The Internet has given rise to considerable cyberbullying among students.  Quite often the bullying occurs off-campus but is targeted at fellow students or administrators.  The Third Circuit has previously considered and found in favor of free speech in two instances where students bullied school principals.  Lisa S. Blatt, the attorney for the School Board, summed it up best during oral arguments; “When it comes to the Internet,” Blatt argued, “things like time and geography are meaningless.”   Levy’s case presents the Court with the thorny issue of where the school steps start in our current virtual world.

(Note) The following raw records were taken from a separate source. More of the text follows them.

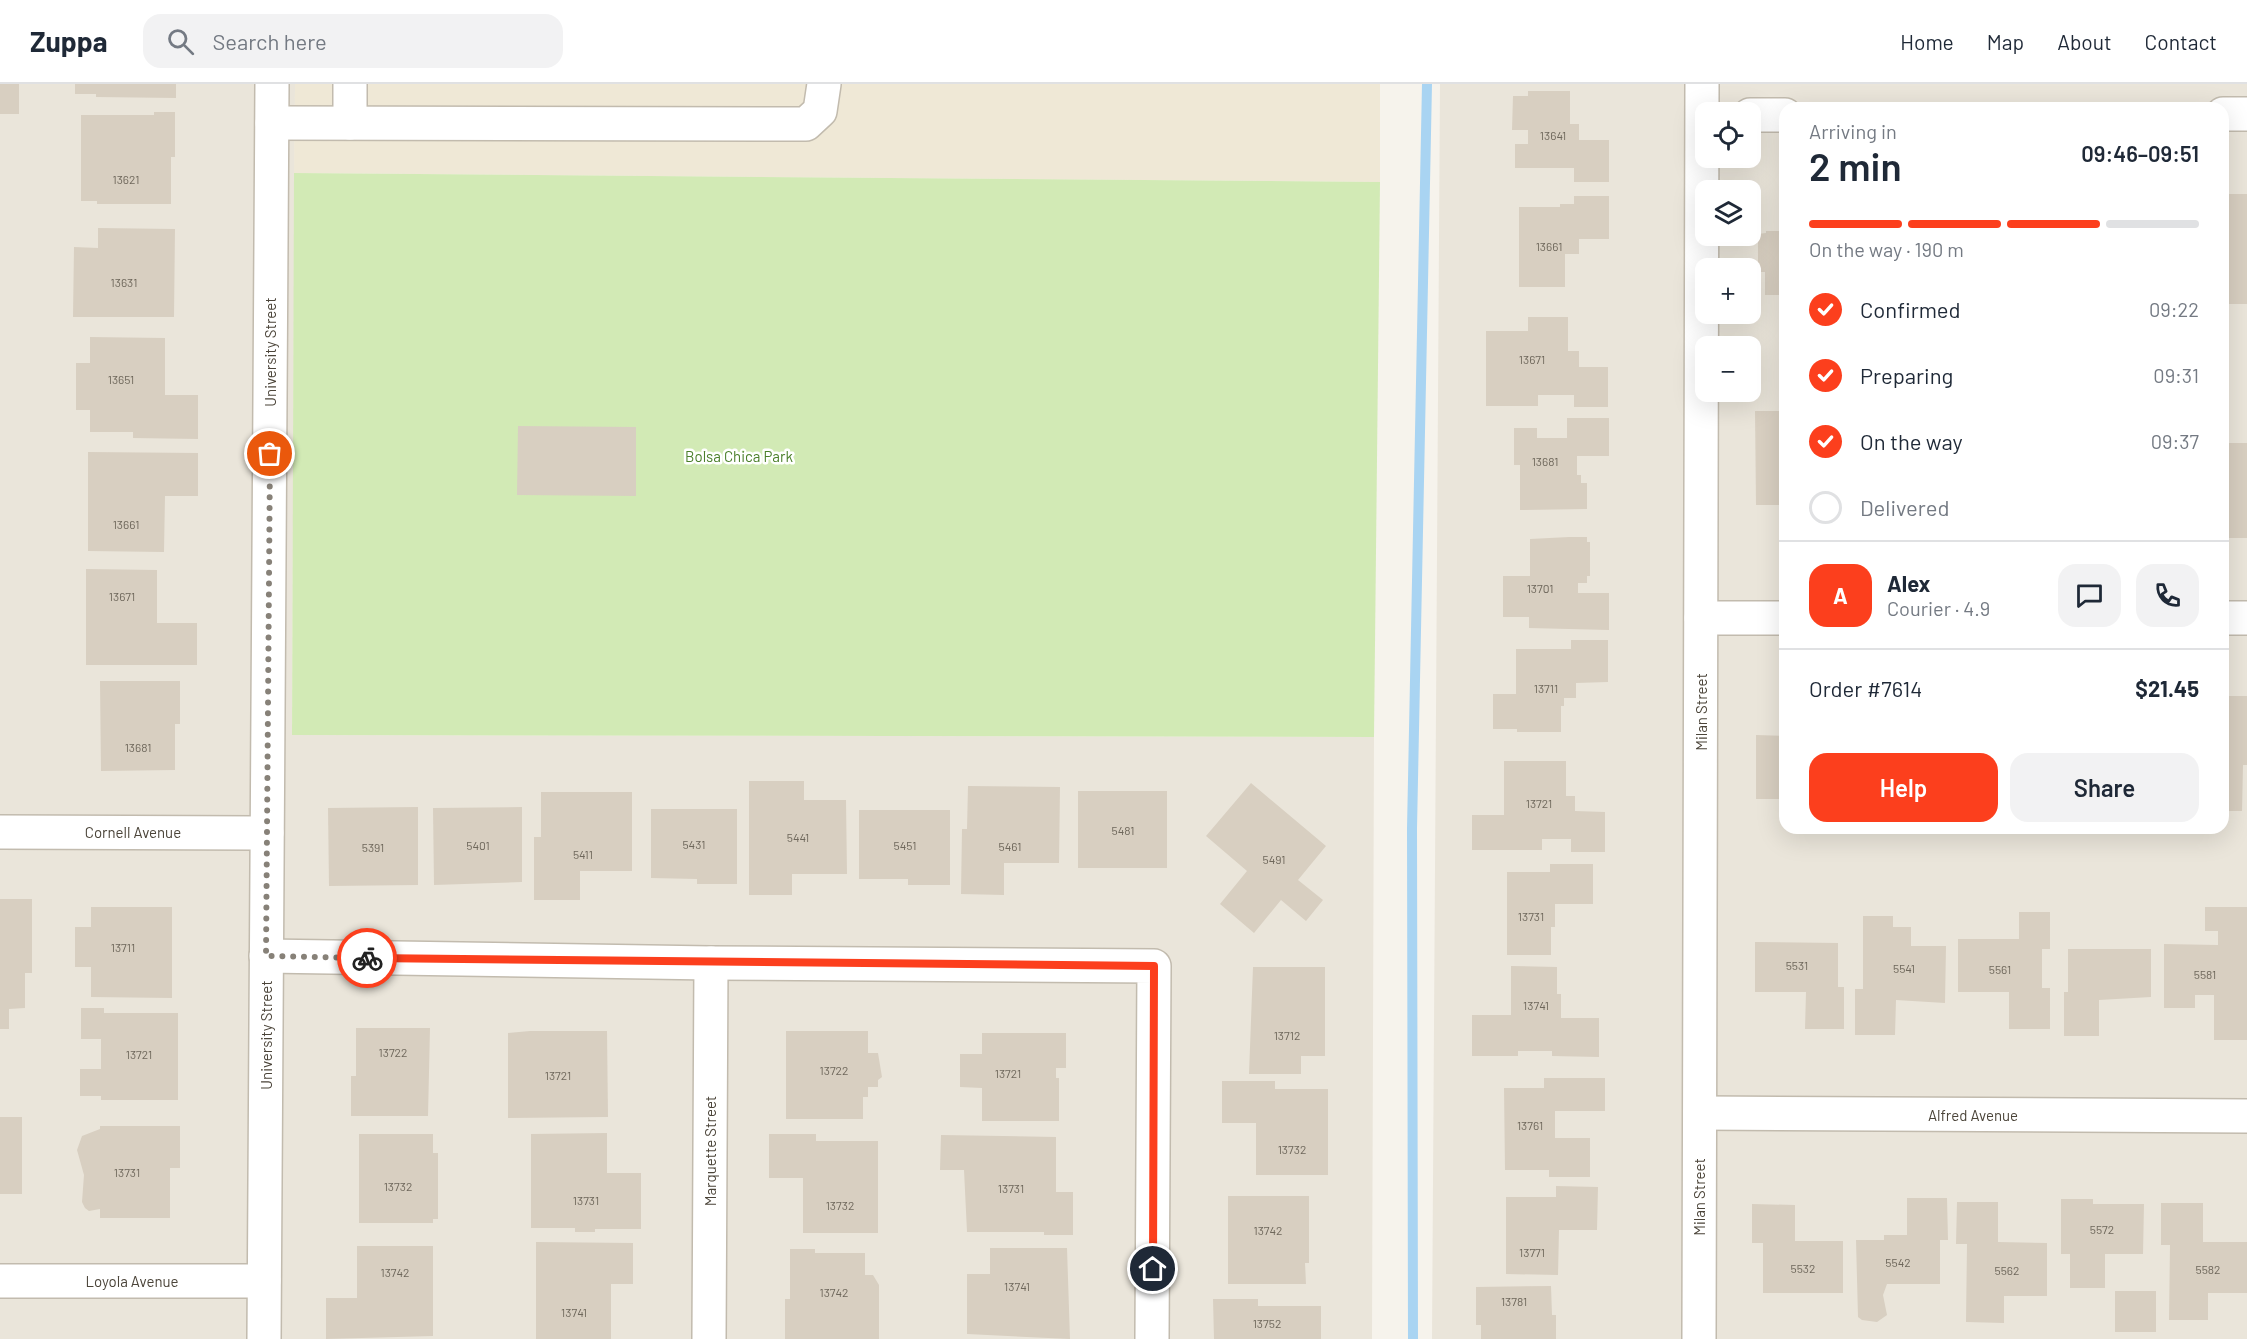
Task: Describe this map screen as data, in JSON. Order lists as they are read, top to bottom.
{
  "streets": {
    "street": [
      "University Street",
      "Milan Street",
      "Cornell Avenue",
      "Alfred Avenue",
      "Marquette Street",
      "Loyola Avenue"
    ]
  },
  "crossings": [
    ["University Street", "Cornell Avenue"],
    ["University Street", "Loyola Avenue"],
    ["Milan Street", "Alfred Avenue"]
  ],
  "parks": ["Bolsa Chica Park"],
  "house_numbers": [
    "13641",
    "13621",
    "13661",
    "13631",
    "13671",
    "13651",
    "13681",
    "13661",
    "13701",
    "13671",
    "13711",
    "13681",
    "13721",
    "5481",
    "5441",
    "5431",
    "5401",
    "5451",
    "5461",
    "5391",
    "5411",
    "5491",
    "13731",
    "13711",
    "5531",
    "5541",
    "5561",
    "5581",
    "13741",
    "13712",
    "13722",
    "13721",
    "13722",
    "13721",
    "13721",
    "13761",
    "13732",
    "13731",
    "13732",
    "13731",
    "13731",
    "13732",
    "5572",
    "13742",
    "13771",
    "5542",
    "5532",
    "5582",
    "5562",
    "13742",
    "13741",
    "13742",
    "13781",
    "13741",
    "13752"
  ],
  "page": {
    "header": "Zuppa",
    "search": "Search here",
    "nav": [
      "Home",
      "Map",
      "About",
      "Contact"
    ],
    "map_buttons": ["+", "−"],
    "heading": ["2 min", "Arriving in", "09:46–09:51"],
    "panel": [
      "Alex",
      "Courier · 4.9",
      "Order #7614",
      "$21.45"
    ],
    "bar": "On the way · 190 m",
    "list": [
      ["Confirmed", "09:22"],
      ["Preparing", "09:31"],
      ["On the way", "09:37"],
      "Delivered"
    ],
    "round": "A",
    "buttons": ["Help", "Share"]
  }
}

Levy posted her Snapchat in 2017.  At that time, schools were grappling with how to handle off-campus cyberbullying between classmates.  Many authorities agree that under the Tinker standard, school officials can intervene if the off-campus speech has created or could create a substantial disruption or interference at school.  Students have a right to feel secure on campus, and therefore a school has the power to discipline off-campus speech, even at the expense of a student’s right to free speech.  Courts have applied this holding in a way that was favorable to the school to instances involving Internet chatter.  In Rosario v. Clark County School Dist., a 2013 District Court upheld a school administration’s decision to discipline and punish a student for tweets a minor made while at a restaurant about a basketball coach who dismissed him from the team.  In Kowalski v. Berkeley Cnty. Schs.,  the Fourth Circuit ruled that a school did not violate a student’s free speech rights by suspending her for creating and posting to a webpage that ridiculed fellow students.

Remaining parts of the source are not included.